Tuesday, August 16, 2016


One time I used the word “dogmatic” and a young boy asked me what does “dogmatic” mean? Interestingly, I did not have a convincing answer. This made me think a little bit. The dictionary definition is “a principle or set of principles laid down by an authority as incontrovertibly true”. From a cultural perspective, any phenomenon that does not have supportive evidence can be deemed dogmatic. By both accounts, one may argue that the tenets of Krishna consciousness is dogmatic. Because it is laid down by an authority as absolute truth and there is little physical evidence on the earth plane to validate Krishna or His activities like for example Him lifting the Govardhan Hill.

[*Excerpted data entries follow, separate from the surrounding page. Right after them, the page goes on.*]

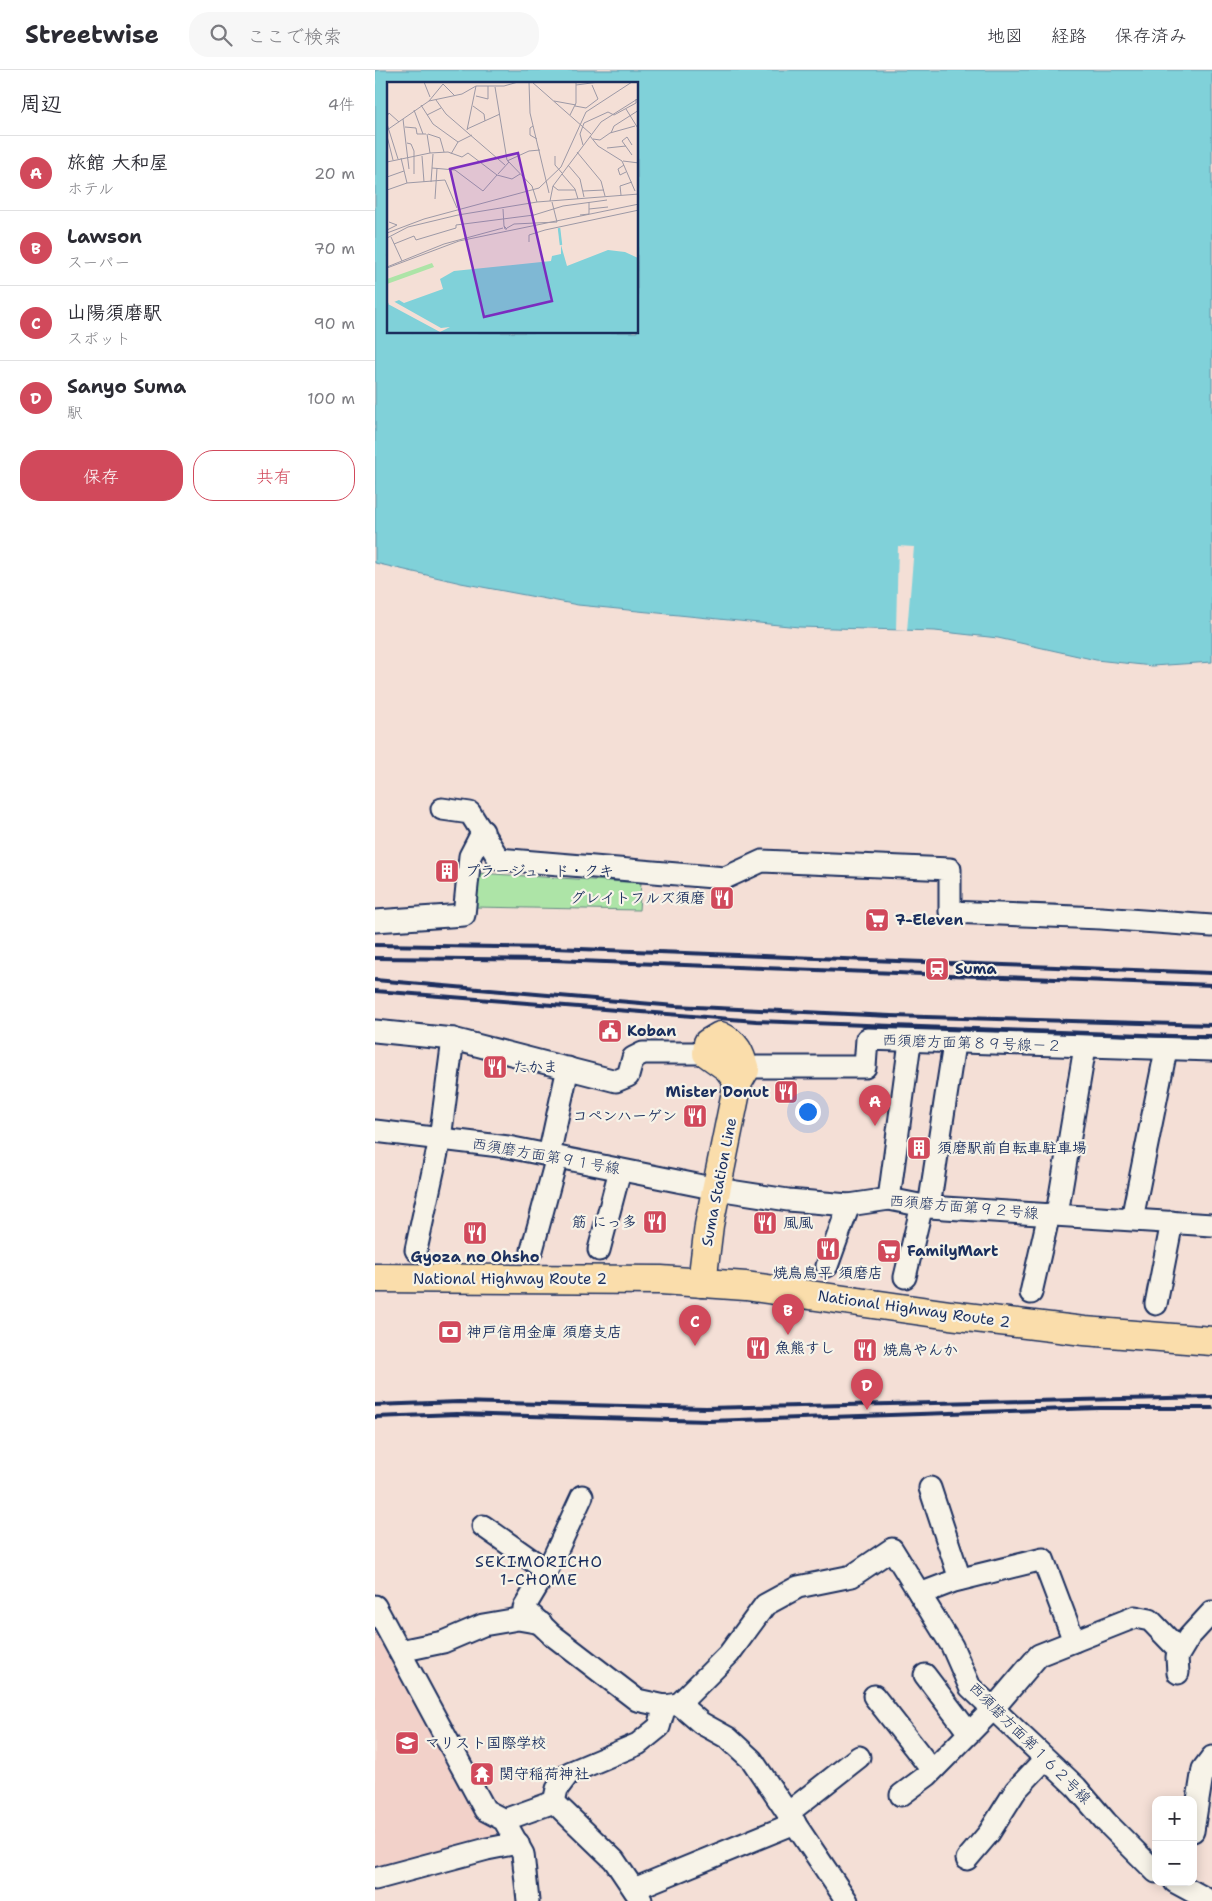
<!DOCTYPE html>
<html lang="ja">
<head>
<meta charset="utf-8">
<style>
  :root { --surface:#fff; --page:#f7f7f7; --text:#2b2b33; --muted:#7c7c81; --line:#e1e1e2; --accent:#d1495b }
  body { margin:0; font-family:"Shantell Sans","Klee One",sans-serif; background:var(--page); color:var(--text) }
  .controls { position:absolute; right:15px; bottom:15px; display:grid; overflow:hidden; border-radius:10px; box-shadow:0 2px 12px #0003 }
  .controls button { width:45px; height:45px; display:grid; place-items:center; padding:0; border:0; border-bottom:1px solid var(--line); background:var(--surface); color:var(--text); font:25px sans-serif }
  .you { position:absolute; left:432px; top:1041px; width:18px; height:18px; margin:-12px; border:4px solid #fff; border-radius:50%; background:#1a73e8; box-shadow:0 0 0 8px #1a73e833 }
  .badge { display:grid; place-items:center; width:32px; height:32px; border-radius:50%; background:var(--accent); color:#fff; font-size:16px; font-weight:700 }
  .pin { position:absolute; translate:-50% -41px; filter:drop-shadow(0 1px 2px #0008) }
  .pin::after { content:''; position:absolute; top:26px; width:18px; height:15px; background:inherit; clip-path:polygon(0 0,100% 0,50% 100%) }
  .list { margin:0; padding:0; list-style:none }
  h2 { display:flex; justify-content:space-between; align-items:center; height:65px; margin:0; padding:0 20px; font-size:21px }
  h2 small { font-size:16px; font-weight:400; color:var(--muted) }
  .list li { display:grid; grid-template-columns:32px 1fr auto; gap:15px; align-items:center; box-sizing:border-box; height:75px; padding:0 20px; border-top:1px solid var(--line) }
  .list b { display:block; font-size:19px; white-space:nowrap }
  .list p { margin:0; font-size:16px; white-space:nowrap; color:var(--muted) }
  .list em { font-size:16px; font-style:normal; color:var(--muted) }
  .actions { display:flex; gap:10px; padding:15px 20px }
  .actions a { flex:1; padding:11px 0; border:1px solid var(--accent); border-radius:20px; text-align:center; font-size:18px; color:var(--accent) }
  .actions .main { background:var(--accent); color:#fff }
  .icon { flex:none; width:28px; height:28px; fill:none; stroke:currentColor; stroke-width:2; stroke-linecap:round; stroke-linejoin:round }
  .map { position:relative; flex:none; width:837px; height:1831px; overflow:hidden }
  header { display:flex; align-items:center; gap:30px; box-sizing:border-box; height:70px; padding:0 25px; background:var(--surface); border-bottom:1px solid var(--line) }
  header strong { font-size:24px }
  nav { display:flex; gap:28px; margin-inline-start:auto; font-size:18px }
  .search { width:350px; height:45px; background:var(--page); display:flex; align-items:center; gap:12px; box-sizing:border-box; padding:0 18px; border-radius:20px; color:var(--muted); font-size:19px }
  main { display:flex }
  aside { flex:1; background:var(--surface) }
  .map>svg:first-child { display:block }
</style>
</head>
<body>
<header>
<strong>Streetwise</strong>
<div class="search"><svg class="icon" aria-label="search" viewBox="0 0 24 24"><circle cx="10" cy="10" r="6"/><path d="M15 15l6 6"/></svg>ここで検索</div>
<nav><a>地図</a><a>経路</a><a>保存済み</a></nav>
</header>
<main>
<aside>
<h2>周辺<small>4件</small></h2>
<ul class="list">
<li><span class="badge">A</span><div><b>旅館 大和屋</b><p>ホテル</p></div><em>20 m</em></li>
<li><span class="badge">B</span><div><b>Lawson</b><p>スーパー</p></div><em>70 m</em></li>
<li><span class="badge">C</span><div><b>山陽須磨駅</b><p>スポット</p></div><em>90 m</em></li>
<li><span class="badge">D</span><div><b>Sanyo Suma</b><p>駅</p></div><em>100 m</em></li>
</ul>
<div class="actions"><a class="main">保存</a><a>共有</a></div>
</aside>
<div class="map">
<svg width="837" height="1831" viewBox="0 0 837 1831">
  <rect width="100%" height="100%" fill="#f4dfd6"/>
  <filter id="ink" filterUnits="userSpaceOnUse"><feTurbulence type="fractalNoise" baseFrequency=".02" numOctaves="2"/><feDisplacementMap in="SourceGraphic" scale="10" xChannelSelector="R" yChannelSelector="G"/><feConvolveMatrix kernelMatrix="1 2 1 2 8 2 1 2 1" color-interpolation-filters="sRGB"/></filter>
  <g filter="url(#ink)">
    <polygon fill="#f2d1c9" points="0,1552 97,1731 127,1771 0,1803"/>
    <polygon fill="#ade4a7" stroke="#648a82" points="101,803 266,813 264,840 100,837"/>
    <path fill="#80d1d9" stroke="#5890a8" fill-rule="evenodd" d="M0,0h837v592l-60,4 -56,-6 -98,-22 -63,-7 -136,-4 -221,-22 -117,-22 -86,-20zM14,14h248v248h-248z"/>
    <polygon fill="#f4dfd6" points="523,476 539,477 532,561 521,560"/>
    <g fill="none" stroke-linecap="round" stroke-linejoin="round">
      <defs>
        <g id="minor">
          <polyline points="67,739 95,743 124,789 350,808 387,791 575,799 575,842 726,848 837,856"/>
          <polyline points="0,851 89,845 95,786 108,761"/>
          <polyline points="0,961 78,969 241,1011 253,1006 258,988 268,983 332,983"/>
          <polyline points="382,997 490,997 492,969 837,980"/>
          <polyline points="0,1061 133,1077 342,1119 413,1130 474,1135 514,1129 554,1137 837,1155"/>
          <polyline points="174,1085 193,998"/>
          <polyline points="514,1129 535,972"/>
          <polyline points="554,1137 579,974"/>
          <polyline points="682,1144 710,977"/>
          <polyline points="757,1149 791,980"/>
          <polyline points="41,1180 65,1069 78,969"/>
          <polyline points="157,1180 182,1087"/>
          <polyline points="224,1180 245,1100"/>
          <polyline points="452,1196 474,1135"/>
          <polyline points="530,1207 547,1135"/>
          <polyline points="656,1223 674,1144"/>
          <polyline points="781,1234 797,1152"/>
          <polyline points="555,1418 585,1509"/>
          <polyline points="207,1426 177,1491 149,1538 176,1564 262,1630 290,1636 304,1634"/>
          <polyline points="108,1456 172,1501"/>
          <polyline points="545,1524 579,1511 668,1489 699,1571"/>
          <polyline points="0,1536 110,1740 129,1750 148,1784 153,1831"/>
          <polyline points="25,1581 68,1572 108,1555 143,1549 166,1553"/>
          <polyline points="803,1603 802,1587 814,1567 837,1542"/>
          <polyline points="550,1605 594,1663"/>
          <polyline points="499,1626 557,1700"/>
          <polyline points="304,1634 354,1584 390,1535 423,1517 477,1506 517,1479 577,1576 595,1617 701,1717 731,1752 781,1802"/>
          <polyline points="304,1634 326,1653 353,1668 377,1690 472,1831"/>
          <polyline points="526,1725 553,1705 618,1639 664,1585 760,1547 775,1550 805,1581"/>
          <polyline points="179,1732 182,1719 194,1703 263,1674 284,1657 290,1636"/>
          <polyline points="179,1732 239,1790 266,1830"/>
          <polyline points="413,1743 484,1687"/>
          <polyline points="129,1750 179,1732"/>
          <polyline points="818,1761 828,1699 837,1687"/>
          <polyline points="592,1789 614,1763 641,1720 670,1689"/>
          <polyline points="0,1809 112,1779 143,1773"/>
          <polyline points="800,1812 835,1831"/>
          <polyline points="259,1819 420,1753"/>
        </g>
        <path id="major" d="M327,1213l7,-58 29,-143 7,-12c-5,-17 -8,-26 -25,-34l-12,7 -1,10 21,15 10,14"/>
        <polyline id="highway" points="0,1208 286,1210 371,1216 575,1245 709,1261 837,1271"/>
      </defs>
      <use href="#minor" stroke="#1b2f5e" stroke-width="25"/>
      <use href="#major" stroke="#1b2f5e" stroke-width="31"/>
      <use href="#highway" stroke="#1b2f5e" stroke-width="31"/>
      <use href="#minor" stroke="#f7f3e8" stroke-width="21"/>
      <use href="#major" stroke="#faddab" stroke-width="28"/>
      <use href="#highway" stroke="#faddab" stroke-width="28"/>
      <g stroke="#1b2f5e" stroke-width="4">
        <polyline points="0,875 179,878 837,903"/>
        <polyline points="0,888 178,890 837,915"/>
        <polyline points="0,910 300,936 516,946 837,955"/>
        <polyline points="0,921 381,951 797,966 837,966"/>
        <polyline points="0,1335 84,1332 331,1338 837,1327"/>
        <polyline points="0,1347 82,1344 333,1351 724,1338 837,1338"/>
      </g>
    </g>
  </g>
  <defs>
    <symbol id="building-square" viewBox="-11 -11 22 22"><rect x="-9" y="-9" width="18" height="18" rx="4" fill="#d1495b" stroke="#f7f3e8"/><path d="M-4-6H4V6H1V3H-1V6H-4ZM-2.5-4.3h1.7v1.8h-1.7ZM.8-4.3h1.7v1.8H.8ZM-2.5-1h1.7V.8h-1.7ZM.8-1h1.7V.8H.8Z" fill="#fff"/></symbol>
    <symbol id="restaurant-square" viewBox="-11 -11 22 22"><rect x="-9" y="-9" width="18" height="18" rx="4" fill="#d1495b" stroke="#f7f3e8"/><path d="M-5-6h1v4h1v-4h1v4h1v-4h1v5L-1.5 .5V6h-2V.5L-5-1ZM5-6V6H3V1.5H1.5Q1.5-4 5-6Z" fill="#fff"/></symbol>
    <symbol id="supermarket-square" viewBox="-11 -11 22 22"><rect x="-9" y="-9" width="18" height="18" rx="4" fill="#d1495b" stroke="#f7f3e8"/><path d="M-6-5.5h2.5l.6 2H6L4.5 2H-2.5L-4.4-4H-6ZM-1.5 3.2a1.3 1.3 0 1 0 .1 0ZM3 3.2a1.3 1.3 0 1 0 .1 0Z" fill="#fff"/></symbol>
    <symbol id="station-square" viewBox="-11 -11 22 22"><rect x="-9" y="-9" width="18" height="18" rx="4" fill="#d1495b" stroke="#f7f3e8"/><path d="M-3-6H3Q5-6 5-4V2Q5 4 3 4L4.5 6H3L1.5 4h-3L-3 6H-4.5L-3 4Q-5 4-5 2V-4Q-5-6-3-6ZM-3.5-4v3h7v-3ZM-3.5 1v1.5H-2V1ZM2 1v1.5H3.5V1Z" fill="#fff"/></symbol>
    <symbol id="civic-square" viewBox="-11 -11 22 22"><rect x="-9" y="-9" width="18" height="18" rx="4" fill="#d1495b" stroke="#f7f3e8"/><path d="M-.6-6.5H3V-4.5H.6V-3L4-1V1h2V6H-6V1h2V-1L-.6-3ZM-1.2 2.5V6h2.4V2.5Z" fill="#fff"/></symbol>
    <symbol id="bank-square" viewBox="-11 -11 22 22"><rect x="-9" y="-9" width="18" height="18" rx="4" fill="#d1495b" stroke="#f7f3e8"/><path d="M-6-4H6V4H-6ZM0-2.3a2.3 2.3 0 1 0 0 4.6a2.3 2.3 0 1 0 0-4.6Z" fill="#fff"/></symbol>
    <symbol id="school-square" viewBox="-11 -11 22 22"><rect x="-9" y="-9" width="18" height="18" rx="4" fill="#d1495b" stroke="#f7f3e8"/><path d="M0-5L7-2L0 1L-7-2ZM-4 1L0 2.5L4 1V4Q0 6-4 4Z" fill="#fff"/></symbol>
    <symbol id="temple-square" viewBox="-11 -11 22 22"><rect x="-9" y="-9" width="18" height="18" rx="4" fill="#d1495b" stroke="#f7f3e8"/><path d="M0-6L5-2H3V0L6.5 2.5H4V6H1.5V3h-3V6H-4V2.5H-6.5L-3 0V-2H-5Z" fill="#fff"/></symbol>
  </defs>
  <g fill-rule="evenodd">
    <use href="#building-square" x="58" y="787" width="28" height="28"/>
    <use href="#restaurant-square" x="333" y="814" width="28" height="28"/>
    <use href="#supermarket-square" x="488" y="836" width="28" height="28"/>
    <use href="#station-square" x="548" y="885" width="28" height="28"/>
    <use href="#civic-square" x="221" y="947" width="28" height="28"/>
    <use href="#restaurant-square" x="106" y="983" width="28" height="28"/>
    <use href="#restaurant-square" x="397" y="1008" width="28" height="28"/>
    <use href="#restaurant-square" x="306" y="1032" width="28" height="28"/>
    <use href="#building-square" x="530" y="1064" width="28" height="28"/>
    <use href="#restaurant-square" x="266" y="1138" width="28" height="28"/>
    <use href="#restaurant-square" x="376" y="1139" width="28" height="28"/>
    <use href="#restaurant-square" x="86" y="1149" width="28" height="28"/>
    <use href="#restaurant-square" x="439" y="1165" width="28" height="28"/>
    <use href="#supermarket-square" x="500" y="1167" width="28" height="28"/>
    <use href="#bank-square" x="61" y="1248" width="28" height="28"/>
    <use href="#restaurant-square" x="369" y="1264" width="28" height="28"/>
    <use href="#restaurant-square" x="476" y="1266" width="28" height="28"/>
    <use href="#school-square" x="18" y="1659" width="28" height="28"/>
    <use href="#temple-square" x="93" y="1690" width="28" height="28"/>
  </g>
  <g text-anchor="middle" stroke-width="4.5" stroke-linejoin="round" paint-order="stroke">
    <g font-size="15" font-weight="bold" fill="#1b2f5e" stroke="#f7f3e8" text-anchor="start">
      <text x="90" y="806">プラージュ・ド・クキ</text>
      <text x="330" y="833" text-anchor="end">グレイトフルズ須磨</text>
      <text x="520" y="855">7-Eleven</text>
      <text x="580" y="904">Suma</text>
      <text x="252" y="966">Koban</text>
      <text x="138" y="1002">たかま</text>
      <text x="394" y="1027" text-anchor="end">Mister Donut</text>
      <text x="302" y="1051" text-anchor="end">コペンハーゲン</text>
      <text x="562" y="1083">須磨駅前自転車駐車場</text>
      <text x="262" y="1157" text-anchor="end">筋 にっ多</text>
      <text x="408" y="1158">風風</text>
      <text x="532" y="1186">FamilyMart</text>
      <text x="100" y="1192" text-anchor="middle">Gyoza no Ohsho</text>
      <text x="453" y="1208" text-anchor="middle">焼鳥鳥平 須磨店</text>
      <text x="92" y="1267">神戸信用金庫 須磨支店</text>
      <text x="400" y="1283">魚熊すし</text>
      <text x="508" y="1285">焼鳥やんか</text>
      <text x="50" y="1678">マリスト国際学校</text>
      <text x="124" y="1709">関守稲荷神社</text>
    </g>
    <g font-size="15" fill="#1b2f5e" stroke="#f7f3e8">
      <text transform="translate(597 973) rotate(2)" y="5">西須磨方面第８９号線－２</text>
      <text transform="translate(171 1086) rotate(10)" y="5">西須磨方面第９１号線</text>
      <text transform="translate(344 1112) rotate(-79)" y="5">Suma Station Line</text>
      <text transform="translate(589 1137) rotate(5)" y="5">西須磨方面第９２号線</text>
      <text x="135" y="1214">National Highway Route 2</text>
      <text transform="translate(539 1239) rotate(8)" y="5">National Highway Route 2</text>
      <text transform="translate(655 1673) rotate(45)" y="5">西須磨方面第１６２号線</text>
    </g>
    <g font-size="16" letter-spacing="1" fill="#1b2f5e" stroke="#f7f3e8">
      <text x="164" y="1497">SEKIMORICHO<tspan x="164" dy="18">1-CHOME</tspan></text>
    </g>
  </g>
  <g transform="translate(12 12)">
    <rect width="251" height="251" fill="#f4dfd6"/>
    <path d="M45,181l2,4 -47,17v-5z" fill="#ade4a7"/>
    <path d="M174,163l6,21 41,-16 17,2 13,6v75h-251v-32l2,3 10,-4 5,3 39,-14 -3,-10 14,-8 97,-10 1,-5 9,-2z" fill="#80d1d9"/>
    <path d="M6,219l48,27 9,-1 -10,5 -52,-28z" fill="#f4dfd6"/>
    <path fill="none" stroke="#80d1d9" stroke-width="2.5" d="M172,146l2,17"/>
    <path fill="none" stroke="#9d99a6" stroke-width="1" d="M37,0l6,15M142,0l1,31 19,80M145,0l59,52M56,2l12,12M189,3l23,-3M108,5l12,73 25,26 5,16M89,14l12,3v-13M49,18l10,14 59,51M42,19l14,-17M167,19l22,4M34,23l12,19 25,18M86,24l11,8 1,7M188,24l11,2 12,-9 -6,-14M239,27l13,21M27,28l9,24M40,33l14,-7M183,33l6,-12v-21M0,34l2,-3 10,9M16,37l6,50M0,42l11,35M146,44l-3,2v7l7,4M18,45l11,1 1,6h9M80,47l33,-15M0,48l42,-29 33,-7 14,-8h28l14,-4M80,48l9,-44M224,51l3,-7 25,-16M40,52l3,19M41,52l12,4 4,14M0,54l6,24M203,54l8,10 24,15 13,30M206,57l7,1 10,-7 25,-7M20,61l4,1 3,7v23M196,63l-3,-11 4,-11 24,-11 6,3 22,-12v-4M220,66l19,-2M190,70l24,29 4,15M43,71l18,-1 14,5 6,-4 29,22 15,4 8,-5M64,72l7,-12 14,-7M245,73l-10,-14 5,-4 5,8M35,74l2,26M168,74v9l7,8M14,76l6,25M120,79l22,-10 11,-1M236,79l16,2M0,80l43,-9M181,83l12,14 4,18M237,83l-6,4 2,6 6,-3M45,86l23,2 28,21 14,-16M111,92l11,-12M175,92l13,15 3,10M0,95l17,-6M44,100l2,-28M166,104l5,4h17M0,108l20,-7 38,-3 12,28M196,109l21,-1M234,113l-1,-9 12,-4M48,117l2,-31M163,119l3,-15 48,-64 38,-24M116,127l1,17 3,3h-2l-1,-3M202,127l19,-2M193,133l9,-1v-12M120,146l7,-4 43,-2 -5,-20M0,148l10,-5 -8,-3M0,151l37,-14 115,-31 22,-21 25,-55 46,-30M4,155l11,24M0,156l21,-11 50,-12 79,-13 102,-8M142,160v-7l16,-5 94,-20M7,162l20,-8 2,4 40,-12v-3l78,-10 29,-9 44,-6M0,185l57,-23 59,-16M0,186l72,-27 180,-37"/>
    <path fill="#7b2cbf" fill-opacity="0.15" stroke="#7b2cbf" stroke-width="2.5" d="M131,71l34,148 -68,16 -34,-148z"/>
    <rect width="251" height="251" fill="none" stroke="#1b2f5e" stroke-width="2.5"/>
  </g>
</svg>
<div class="controls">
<button>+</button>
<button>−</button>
</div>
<div class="you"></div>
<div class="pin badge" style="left:500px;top:1056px">A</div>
<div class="pin badge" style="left:413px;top:1265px">B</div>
<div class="pin badge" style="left:320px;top:1276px">C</div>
<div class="pin badge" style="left:492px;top:1340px">D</div>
</div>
</main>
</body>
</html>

As devotees of Krishna, when rational thinkers debate with us, it is important to present Krishna consciousness in a way that is “not” dogmatic. If the opposite of dogma equals presentation of evidence, then we are in a tough spot because we do not have physical evidence to categorically talk about Krishna. How then can we present Krishna in a “non-dogmatic” light?

Srila Prabhupada denied that man landed on the moon despite live tv coverage. Once in a public meeting, when he was asked, he countered by asking “how do you know man landed on the moon?”. The man replied “I know because the American scientists say so”. Srila Prabhupada simply said “well, you believe Americans, we believe Shastra” Now, this may sound like a simple answer. But what Prabhupada pointed out to the rational thinker is that they also “believe” someone just as we “believe” someone. By tacitly implying you are no less dogmatic than me, why is your statement superior to mine? They may argue on the strength of the evidence cited, but still since they are not experts in that field themselves, still they have to "believe" an expert.

But scientists are not against belief, they are against non-testable beliefs. For example, scientists claim that dark matter and dark energy pretty much constitutes 96% of mass in the universe. This is a widely held “truth” within the physicist world. If I want to be a physicist, I have to agree to this premise. It is a mathematically derived premise from sample data. So this presupposition has to be accepted on “belief” by eminent scholars in the field. This method of accepting a principle by an authority as truth is also practiced extensively in all fields of science. Are then all students of science, scientists and rational thinkers dogmatic? The answer is no. The reason being, they do not accept it as incontrovertible truth. In other words, the truths or presuppositions such as dark matter constituting 96% of mass can be falsified or tested or changed if we can find evidence controverting the original theory. So in that sense, scientists claim an upper hand to religious super-naturalism. Although in reality rarely one will go against established science (thus making them equally dogmatic), still that theoretical option is available for one who is interested even if that means one's career can be put in jeopardy.

The option to test and refute is not available to religionists because it is either true or false, end of story! This non-testable, non-falsifiable attitude towards truth is the reason rational thinkers consider religion as dogma.

In conclusion, we can present Krishna in a "non-dogmatic" light by addressing two points (1) to point out that not everything of this world that is accepted as common or mainstream has categorical evidence thus there are shades of dogma involved among rationalists (2) the science of Krishna can be tested and if necessary falsified.

As Srila Prabhupada endearingly asks many times to total strangers about the process of Krishna consciousness - “what is the loss?”